TASK PROMPT: Go through the listing and pick out each line with the word "solid" in it.

MATERIAL PROVIDED:

=== Section Start ===

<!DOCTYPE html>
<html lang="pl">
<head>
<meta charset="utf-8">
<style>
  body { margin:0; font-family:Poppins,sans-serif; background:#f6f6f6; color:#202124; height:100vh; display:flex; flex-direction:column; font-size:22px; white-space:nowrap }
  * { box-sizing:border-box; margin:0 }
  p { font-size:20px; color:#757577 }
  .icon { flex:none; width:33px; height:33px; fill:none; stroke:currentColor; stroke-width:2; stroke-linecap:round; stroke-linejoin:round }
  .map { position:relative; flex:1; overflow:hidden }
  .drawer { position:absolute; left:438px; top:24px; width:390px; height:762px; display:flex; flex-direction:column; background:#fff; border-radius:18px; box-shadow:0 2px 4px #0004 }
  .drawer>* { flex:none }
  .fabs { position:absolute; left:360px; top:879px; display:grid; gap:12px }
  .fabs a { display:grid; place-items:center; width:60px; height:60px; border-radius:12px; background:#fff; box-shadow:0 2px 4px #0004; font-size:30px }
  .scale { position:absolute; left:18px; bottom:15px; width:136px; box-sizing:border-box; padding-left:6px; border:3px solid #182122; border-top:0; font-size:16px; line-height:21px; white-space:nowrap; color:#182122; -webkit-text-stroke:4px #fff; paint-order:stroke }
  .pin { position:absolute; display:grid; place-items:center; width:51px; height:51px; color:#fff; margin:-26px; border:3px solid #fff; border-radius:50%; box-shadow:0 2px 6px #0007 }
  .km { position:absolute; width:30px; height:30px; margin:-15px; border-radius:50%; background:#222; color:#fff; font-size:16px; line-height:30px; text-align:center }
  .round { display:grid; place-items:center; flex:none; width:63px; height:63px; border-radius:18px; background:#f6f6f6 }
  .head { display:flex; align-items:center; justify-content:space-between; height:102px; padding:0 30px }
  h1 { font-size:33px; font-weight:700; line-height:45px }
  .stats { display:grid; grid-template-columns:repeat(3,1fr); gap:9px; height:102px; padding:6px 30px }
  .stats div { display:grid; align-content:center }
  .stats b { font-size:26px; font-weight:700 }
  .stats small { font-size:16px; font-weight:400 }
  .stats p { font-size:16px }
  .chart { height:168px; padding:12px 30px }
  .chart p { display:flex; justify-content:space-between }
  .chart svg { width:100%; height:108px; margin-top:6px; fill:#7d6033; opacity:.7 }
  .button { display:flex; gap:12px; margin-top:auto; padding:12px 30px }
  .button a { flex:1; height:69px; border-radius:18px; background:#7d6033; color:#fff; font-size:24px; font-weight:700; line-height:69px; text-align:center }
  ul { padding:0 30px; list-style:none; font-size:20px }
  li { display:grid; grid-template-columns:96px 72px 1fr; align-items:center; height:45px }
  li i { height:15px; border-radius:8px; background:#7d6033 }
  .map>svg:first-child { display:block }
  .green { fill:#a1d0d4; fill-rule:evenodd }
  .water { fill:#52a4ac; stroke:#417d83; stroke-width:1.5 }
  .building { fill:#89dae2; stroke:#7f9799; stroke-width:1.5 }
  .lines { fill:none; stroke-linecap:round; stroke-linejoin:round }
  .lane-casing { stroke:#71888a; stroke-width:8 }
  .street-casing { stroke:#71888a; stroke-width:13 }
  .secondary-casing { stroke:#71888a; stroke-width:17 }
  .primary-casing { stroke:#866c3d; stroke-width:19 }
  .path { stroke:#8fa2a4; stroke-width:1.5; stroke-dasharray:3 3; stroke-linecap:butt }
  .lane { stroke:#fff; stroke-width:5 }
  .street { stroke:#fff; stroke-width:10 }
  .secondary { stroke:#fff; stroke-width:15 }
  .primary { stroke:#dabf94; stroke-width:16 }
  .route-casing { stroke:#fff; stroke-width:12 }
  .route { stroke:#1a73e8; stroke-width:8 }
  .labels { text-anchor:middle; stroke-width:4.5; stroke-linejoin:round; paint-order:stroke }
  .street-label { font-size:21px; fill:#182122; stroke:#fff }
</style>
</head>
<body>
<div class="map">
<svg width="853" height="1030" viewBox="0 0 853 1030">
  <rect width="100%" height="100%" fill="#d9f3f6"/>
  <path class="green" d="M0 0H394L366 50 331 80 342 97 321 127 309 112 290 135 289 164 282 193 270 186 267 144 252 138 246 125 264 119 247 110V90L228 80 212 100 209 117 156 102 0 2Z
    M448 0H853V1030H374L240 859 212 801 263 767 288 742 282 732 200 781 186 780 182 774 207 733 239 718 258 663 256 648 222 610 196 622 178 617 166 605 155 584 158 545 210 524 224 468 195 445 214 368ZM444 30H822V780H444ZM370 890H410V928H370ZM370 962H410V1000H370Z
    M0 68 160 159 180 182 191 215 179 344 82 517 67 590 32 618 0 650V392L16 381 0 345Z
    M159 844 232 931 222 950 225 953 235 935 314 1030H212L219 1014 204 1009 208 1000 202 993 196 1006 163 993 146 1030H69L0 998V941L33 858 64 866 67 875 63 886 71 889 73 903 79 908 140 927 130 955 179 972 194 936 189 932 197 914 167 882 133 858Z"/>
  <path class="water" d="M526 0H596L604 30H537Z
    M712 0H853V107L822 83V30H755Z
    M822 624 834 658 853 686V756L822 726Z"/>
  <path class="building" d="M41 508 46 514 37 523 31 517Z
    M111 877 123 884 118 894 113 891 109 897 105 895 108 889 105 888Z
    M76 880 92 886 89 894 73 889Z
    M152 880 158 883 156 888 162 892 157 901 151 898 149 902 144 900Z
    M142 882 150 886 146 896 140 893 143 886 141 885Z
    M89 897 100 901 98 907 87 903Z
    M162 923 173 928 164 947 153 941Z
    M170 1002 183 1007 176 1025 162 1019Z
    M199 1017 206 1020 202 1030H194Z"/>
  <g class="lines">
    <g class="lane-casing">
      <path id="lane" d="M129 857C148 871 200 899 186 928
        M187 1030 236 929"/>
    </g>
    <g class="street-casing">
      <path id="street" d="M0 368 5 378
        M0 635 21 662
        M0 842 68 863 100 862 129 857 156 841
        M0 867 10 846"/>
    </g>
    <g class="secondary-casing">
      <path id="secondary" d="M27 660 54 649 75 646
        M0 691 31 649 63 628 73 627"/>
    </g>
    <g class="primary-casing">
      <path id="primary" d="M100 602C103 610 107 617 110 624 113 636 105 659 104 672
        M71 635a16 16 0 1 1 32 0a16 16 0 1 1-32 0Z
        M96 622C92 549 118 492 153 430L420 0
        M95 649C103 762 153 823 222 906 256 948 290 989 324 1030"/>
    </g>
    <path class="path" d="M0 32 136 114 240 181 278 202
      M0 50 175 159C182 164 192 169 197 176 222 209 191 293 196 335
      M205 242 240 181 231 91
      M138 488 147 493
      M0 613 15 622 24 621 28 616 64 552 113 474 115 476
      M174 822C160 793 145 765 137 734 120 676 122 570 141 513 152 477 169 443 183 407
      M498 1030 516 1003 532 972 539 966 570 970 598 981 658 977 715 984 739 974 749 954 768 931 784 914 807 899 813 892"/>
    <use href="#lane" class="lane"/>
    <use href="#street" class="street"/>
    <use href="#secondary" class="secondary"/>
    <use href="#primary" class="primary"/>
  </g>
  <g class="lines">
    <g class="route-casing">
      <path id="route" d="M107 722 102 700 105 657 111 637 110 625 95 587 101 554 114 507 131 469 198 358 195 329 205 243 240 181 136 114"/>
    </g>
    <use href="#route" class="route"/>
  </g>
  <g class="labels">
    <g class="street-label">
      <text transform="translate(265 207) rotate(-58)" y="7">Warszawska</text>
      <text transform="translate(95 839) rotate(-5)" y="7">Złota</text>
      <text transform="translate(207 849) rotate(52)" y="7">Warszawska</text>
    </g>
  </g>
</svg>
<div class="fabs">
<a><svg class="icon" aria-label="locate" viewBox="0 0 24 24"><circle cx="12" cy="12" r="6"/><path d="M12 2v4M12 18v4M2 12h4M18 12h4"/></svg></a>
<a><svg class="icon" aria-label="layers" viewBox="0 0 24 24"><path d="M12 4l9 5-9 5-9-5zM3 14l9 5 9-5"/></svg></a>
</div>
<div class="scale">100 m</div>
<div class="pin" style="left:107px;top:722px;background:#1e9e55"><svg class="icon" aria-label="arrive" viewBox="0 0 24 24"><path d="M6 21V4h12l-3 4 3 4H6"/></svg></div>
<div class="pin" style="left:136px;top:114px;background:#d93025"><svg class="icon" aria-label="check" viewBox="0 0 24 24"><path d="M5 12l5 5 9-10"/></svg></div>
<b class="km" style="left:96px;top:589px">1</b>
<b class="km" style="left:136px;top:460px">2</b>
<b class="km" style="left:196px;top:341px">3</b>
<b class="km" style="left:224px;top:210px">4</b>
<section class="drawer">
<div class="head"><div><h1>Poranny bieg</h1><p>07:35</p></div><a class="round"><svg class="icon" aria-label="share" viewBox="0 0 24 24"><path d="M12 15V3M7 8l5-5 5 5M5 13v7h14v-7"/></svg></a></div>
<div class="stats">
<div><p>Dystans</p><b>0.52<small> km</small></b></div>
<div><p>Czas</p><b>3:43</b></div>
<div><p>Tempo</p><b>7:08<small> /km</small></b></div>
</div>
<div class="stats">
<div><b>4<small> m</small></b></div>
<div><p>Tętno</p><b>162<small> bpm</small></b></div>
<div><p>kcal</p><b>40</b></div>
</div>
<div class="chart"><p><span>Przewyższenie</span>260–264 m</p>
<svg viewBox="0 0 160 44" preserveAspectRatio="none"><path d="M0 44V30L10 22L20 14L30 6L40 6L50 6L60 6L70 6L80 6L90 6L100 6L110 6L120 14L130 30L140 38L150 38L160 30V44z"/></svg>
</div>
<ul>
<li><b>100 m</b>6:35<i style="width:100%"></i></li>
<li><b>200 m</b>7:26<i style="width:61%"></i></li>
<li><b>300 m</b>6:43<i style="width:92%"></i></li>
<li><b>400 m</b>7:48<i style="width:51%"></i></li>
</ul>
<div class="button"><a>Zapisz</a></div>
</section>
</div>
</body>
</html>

=== Section End ===

SOLUTION FOR THIS EXERCISE:
  .scale { position:absolute; left:18px; bottom:15px; width:136px; box-sizing:border-box; padding-left:6px; border:3px solid #182122; border-top:0; font-size:16px; line-height:21px; white-space:nowrap; color:#182122; -webkit-text-stroke:4px #fff; paint-order:stroke }
  .pin { position:absolute; display:grid; place-items:center; width:51px; height:51px; color:#fff; margin:-26px; border:3px solid #fff; border-radius:50%; box-shadow:0 2px 6px #0007 }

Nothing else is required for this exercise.